Another expression is derived by noting that

$$\frac{(q;q)_n}{(q^2;q)_n}=\frac{1-q}{1-q^{n+1}}$$

Using this identity instead in the derivation above yields

$$\begin{align*}\frac1{1-q}\sum_{n=0}^\infty \frac{(q;q)_n}{(q^2;q)_n} q^n&=\frac1{q}\sum_{n=1}^\infty \frac{q^n}{1-q^n}\end{align*}$$

i.e., a Lambert series, which is expressible in terms of the $q$-digamma function (compare the definitions)

$$\frac{\psi_q(1)+\log(1-q)}{q\log q}$$

or (QPolyGamma[1, q] + Log[1 - q])/(q Log[q]) in Mathematica syntax.

We now have two alternative expressions to choose from. The $q$-digamma function is faster to evaluate (at least in the tests I did), but the $q$-hypergeometric expression does not have the removable singularity at the origin.

If we are to use the $q$-digamma function expression, then, this precludes us from an Image[]-based approach such as the one in the OP and the other answer. We could use DensityPlot[] (since it does not visibly complain about singularities) with an appropriate RegionFunction setting, but a better way would be to use another classical technique, this time from Schwarz and Christoffel.

To be precise, what I'll do here is to use the conformal map from the unit square to the unit disk within DensityPlot[] and then perform an ImageForwardTransformation[] (like in the one done here) to finally obtain the image on the unit disk. As mentioned in that other answer, the appropriate mapping function is JacobiSN[z, 1/2] JacobiDC[z, 1/2]. The built-in Jacobi elliptic functions are a bit slow for image transformation purposes, so I have written a compiled function that evaluates this mapping for complex arguments:

sdc = With[{c1 = 1./2678, c2 = 1101., c3 = 110.2, c4 = 5677./60, 
            c5 = 1577., c6 = 1479., c7 = 21739./60, d1 = 1./338, d2 = 51., 
            d3 = 1./15, d4 = 1709., d5 = 262.25, d6 = 287., d7 = 0.2, 
            d8 = 1591./3, d9 = 102.75},
           Compile[{{z, _Complex}}, Module[{dc, k, s, zs, zs2},
                    k = If[z == 0., 0, Max[0, Ceiling[Log2[4. Abs[z]]]]];
                    zs = z/(2^k); zs2 = (zs/2)^2;
                    {s, dc} = {(zs (1. - c1 zs2 (c2 + zs2 (c3 - c4 zs2))))/
                               (1. + c1 zs2 (c5 - zs2 (c6 - c7 zs2))),
                               (1. + d1 zs2 (d2 + d3 zs2 (d4 + d5 zs2)))/
                               (1. - d1 zs2 (d6 + d7 zs2 (d8 + d9 zs2)))};
                    Do[{s, dc} = {(2. s dc)/(1. + s^2 dc^2),
                                  (dc^2 - 0.5 s^2)/(1. - s^2 dc^2)}, {k}];
                    s dc], RuntimeAttributes -> {Listable}]]

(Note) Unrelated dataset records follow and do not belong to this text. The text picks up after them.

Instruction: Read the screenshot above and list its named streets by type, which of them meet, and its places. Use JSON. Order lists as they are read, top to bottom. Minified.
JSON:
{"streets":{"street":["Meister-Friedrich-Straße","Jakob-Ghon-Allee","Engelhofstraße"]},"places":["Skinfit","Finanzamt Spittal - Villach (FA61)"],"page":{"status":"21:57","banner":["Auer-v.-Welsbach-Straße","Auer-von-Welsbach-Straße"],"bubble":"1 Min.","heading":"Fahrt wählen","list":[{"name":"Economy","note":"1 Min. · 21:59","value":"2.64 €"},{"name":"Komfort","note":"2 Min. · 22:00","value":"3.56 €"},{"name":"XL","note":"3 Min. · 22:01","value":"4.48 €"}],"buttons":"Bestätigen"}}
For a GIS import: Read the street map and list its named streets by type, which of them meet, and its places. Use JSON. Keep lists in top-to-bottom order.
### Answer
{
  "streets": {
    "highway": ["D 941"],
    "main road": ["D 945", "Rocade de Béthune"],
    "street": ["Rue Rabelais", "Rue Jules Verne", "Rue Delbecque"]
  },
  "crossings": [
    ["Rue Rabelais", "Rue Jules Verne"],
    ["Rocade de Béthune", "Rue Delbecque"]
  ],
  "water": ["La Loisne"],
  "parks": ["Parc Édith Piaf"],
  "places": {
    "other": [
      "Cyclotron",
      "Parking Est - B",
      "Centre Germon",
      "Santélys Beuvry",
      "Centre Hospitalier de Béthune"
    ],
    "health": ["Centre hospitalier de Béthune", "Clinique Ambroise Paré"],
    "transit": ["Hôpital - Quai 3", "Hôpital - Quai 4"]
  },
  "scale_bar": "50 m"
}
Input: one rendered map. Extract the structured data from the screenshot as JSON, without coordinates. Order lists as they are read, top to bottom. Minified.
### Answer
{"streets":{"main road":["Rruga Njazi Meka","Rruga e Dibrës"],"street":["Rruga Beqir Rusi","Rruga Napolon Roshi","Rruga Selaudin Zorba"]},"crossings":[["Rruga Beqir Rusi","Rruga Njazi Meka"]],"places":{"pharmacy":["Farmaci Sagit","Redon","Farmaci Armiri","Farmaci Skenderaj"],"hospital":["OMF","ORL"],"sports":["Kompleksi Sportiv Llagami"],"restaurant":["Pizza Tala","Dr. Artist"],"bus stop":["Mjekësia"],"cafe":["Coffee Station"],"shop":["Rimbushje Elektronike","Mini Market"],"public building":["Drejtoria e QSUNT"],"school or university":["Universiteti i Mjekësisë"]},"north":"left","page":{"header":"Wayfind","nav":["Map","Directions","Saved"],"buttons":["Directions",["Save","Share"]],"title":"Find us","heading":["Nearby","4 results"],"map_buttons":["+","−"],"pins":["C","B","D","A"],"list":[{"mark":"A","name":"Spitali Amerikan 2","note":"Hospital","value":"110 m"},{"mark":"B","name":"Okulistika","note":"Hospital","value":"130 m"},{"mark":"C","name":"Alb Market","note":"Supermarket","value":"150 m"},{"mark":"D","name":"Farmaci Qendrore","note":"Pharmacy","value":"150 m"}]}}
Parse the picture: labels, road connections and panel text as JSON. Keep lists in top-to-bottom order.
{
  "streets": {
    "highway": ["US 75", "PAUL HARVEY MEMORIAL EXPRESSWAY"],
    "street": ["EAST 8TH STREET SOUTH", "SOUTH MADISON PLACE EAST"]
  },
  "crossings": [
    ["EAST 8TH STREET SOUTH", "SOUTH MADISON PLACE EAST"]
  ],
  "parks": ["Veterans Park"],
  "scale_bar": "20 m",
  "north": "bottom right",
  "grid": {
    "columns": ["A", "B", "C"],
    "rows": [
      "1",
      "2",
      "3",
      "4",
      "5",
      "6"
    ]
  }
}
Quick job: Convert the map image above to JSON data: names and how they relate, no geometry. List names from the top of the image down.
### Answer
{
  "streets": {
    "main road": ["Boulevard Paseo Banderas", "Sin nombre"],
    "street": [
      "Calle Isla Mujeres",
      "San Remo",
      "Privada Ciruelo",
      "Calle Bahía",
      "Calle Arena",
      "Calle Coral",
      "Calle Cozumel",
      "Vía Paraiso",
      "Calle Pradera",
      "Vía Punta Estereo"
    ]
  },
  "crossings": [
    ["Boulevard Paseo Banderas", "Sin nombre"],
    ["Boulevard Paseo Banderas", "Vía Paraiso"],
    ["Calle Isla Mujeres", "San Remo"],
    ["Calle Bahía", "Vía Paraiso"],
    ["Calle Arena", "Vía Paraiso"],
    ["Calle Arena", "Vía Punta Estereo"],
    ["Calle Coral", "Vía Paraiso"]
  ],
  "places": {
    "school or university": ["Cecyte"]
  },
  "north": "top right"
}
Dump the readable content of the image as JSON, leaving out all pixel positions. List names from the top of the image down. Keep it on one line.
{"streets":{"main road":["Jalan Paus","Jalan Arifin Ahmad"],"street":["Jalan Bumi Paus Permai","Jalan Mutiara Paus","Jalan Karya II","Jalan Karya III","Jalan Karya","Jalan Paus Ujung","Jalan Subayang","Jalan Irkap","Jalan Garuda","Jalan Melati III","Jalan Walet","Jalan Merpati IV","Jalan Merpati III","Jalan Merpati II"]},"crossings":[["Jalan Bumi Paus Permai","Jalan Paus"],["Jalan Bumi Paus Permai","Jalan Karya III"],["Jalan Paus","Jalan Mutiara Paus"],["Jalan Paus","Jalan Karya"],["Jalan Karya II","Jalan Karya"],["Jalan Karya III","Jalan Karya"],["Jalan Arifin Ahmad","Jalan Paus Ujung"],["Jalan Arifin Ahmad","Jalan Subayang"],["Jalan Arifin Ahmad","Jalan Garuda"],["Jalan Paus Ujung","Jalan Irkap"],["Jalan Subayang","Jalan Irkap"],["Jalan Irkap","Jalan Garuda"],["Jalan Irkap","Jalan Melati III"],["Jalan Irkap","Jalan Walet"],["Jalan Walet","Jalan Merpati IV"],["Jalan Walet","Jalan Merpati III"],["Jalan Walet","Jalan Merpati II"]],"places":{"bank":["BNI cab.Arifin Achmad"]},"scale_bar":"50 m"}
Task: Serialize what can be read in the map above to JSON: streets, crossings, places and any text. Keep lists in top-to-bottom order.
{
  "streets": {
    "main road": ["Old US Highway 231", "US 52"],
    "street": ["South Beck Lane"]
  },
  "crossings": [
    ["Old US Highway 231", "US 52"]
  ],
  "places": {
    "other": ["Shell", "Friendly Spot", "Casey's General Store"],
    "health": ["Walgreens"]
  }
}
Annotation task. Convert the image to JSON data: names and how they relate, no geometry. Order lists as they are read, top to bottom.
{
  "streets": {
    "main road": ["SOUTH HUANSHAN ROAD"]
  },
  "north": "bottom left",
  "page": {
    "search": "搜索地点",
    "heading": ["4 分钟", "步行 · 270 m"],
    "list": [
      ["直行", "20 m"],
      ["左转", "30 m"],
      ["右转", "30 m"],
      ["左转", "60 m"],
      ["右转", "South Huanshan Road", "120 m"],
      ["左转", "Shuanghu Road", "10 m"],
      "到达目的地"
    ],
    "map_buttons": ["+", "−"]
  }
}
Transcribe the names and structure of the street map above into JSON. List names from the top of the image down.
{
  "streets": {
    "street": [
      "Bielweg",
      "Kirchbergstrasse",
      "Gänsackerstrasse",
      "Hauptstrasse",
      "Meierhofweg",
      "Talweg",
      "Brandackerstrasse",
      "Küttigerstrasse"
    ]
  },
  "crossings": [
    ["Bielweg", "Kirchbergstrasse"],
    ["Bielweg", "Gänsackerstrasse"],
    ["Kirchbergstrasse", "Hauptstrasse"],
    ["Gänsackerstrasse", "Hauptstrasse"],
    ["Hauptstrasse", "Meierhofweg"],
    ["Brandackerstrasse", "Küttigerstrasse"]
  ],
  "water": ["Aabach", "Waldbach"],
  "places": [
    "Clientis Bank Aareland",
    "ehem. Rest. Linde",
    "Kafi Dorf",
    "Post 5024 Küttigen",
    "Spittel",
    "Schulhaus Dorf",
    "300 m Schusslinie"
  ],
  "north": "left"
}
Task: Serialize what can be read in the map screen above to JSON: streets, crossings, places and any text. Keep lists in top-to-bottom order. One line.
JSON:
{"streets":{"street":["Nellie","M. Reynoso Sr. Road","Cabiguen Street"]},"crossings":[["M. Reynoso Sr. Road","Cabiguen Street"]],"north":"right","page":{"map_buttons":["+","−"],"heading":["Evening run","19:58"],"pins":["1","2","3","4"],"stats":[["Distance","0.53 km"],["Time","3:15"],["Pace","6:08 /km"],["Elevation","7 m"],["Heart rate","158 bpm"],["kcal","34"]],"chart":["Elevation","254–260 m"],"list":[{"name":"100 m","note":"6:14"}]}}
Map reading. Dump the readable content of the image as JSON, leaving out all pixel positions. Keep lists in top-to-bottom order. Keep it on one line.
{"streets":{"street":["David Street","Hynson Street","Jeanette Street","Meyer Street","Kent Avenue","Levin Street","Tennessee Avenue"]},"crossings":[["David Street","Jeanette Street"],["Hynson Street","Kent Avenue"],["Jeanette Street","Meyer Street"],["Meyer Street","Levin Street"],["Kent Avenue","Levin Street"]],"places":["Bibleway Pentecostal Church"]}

We now generate the image in two stages. First, here's the "raw" DensityPlot[]:

With[{ω = N[3 Beta[5/4, 5/4]/2], ε = 1/100},
     sqrimg = DensityPlot[With[{q = sdc[ω (x + I y)]}, 
                               Arg[(QPolyGamma[1, q] + Log[1 - q])/(q Log[q])]],
                          {x, -1 + ε, 1 - ε}, {y, -1 + ε, 1 - ε}, 
                          ColorFunction -> (Hue[Mod[#/(2 π) + 3/4, 1]] &), 
                          ColorFunctionScaling -> False, Frame -> None,
                          ImageSize -> Large, MaxRecursion -> 1,
                          PlotPoints -> 95, PlotRangePadding -> None]]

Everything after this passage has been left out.